A Park Seed co-worker and I were discussing gardening the other night, at midnight, while we were wandering around in Walmart looking for curtains. He said to me, “You know, planting things because they are pretty is a fairly new practice. Until recently, if you had any available land, you planted something you could eat or something useful.”
That seemed logical enough to me. Apparently, he was watching something on television about the history of gardening, and that’s the tidbit he picked up. I can assume that before supermarkets and automobiles, it would be beneficial to grow things that would otherwise be hard to get.
But, I think the assertion that gardens for aesthetics purposes is a recent development is total nonsense. What about the Babylonians, the Egyptians, the Greeks, or the Japanese. There are gardens in Japan that were designed and built hundreds of years ago that are still maintained. Over five thousand years ago, the Egyptians had walled gardens with shallow fish ponds.
It seems ridiculous to consider gardening for pleasurable or aesthetic purposes a recent event, unless you are speaking in the context that, in the history of earth’s existence, humanity is a recent occurrence. But, I don’t think that is what this statement means. The only way I can understand it, would be in context of the European expansion into the new world. The pioneers, heading west and blazing trails, had no time for frivolous rose gardens. They were struggling just to maintain some semblance of civilized life. So, until the last hundred years or so, most of North America would be hard pressed to tend to some plant that wasn’t going to give them food, clothing, or shelter. In that since, in recent American history, I can seed how growing a purely recreational garden might be a late development.

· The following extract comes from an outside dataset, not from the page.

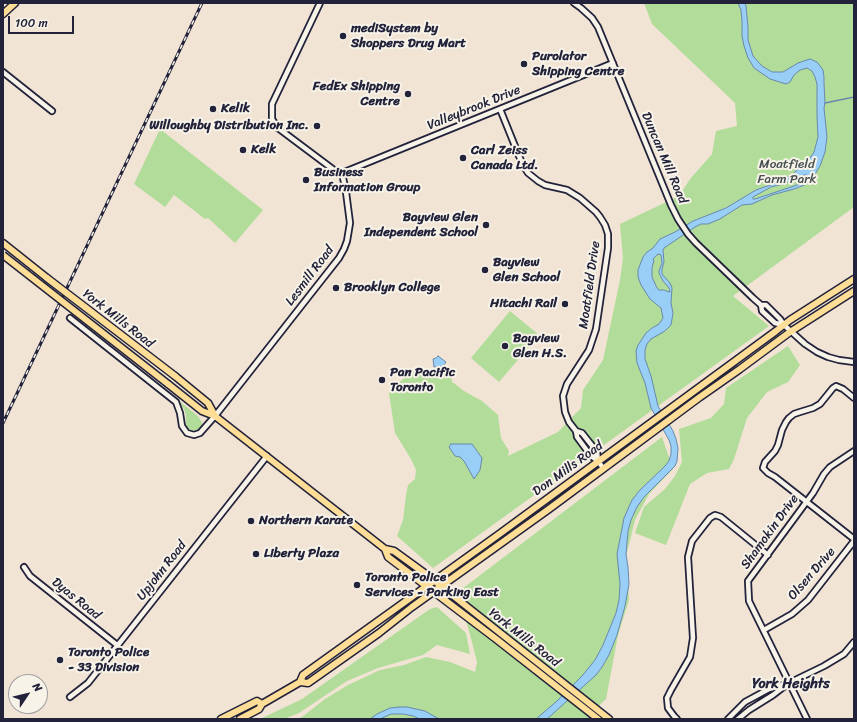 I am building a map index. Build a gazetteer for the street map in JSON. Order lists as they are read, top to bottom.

It doesn’t seem like a sacrifice, however. The American pioneers weren’t giving up a right or necessity, but taking on a much more important project. Maybe the continent-taming tendencies, the essence of technological advancement, humanity’s triumph over his environment is inherent. We can no longer surge into the wilds, muskets blaring and axes swinging, so we march onto or lawns with a rake and spade and tame what little flora we can fit onto our suburban lot. It may not tame wild territory for future generations, but we continue to blaze because we must.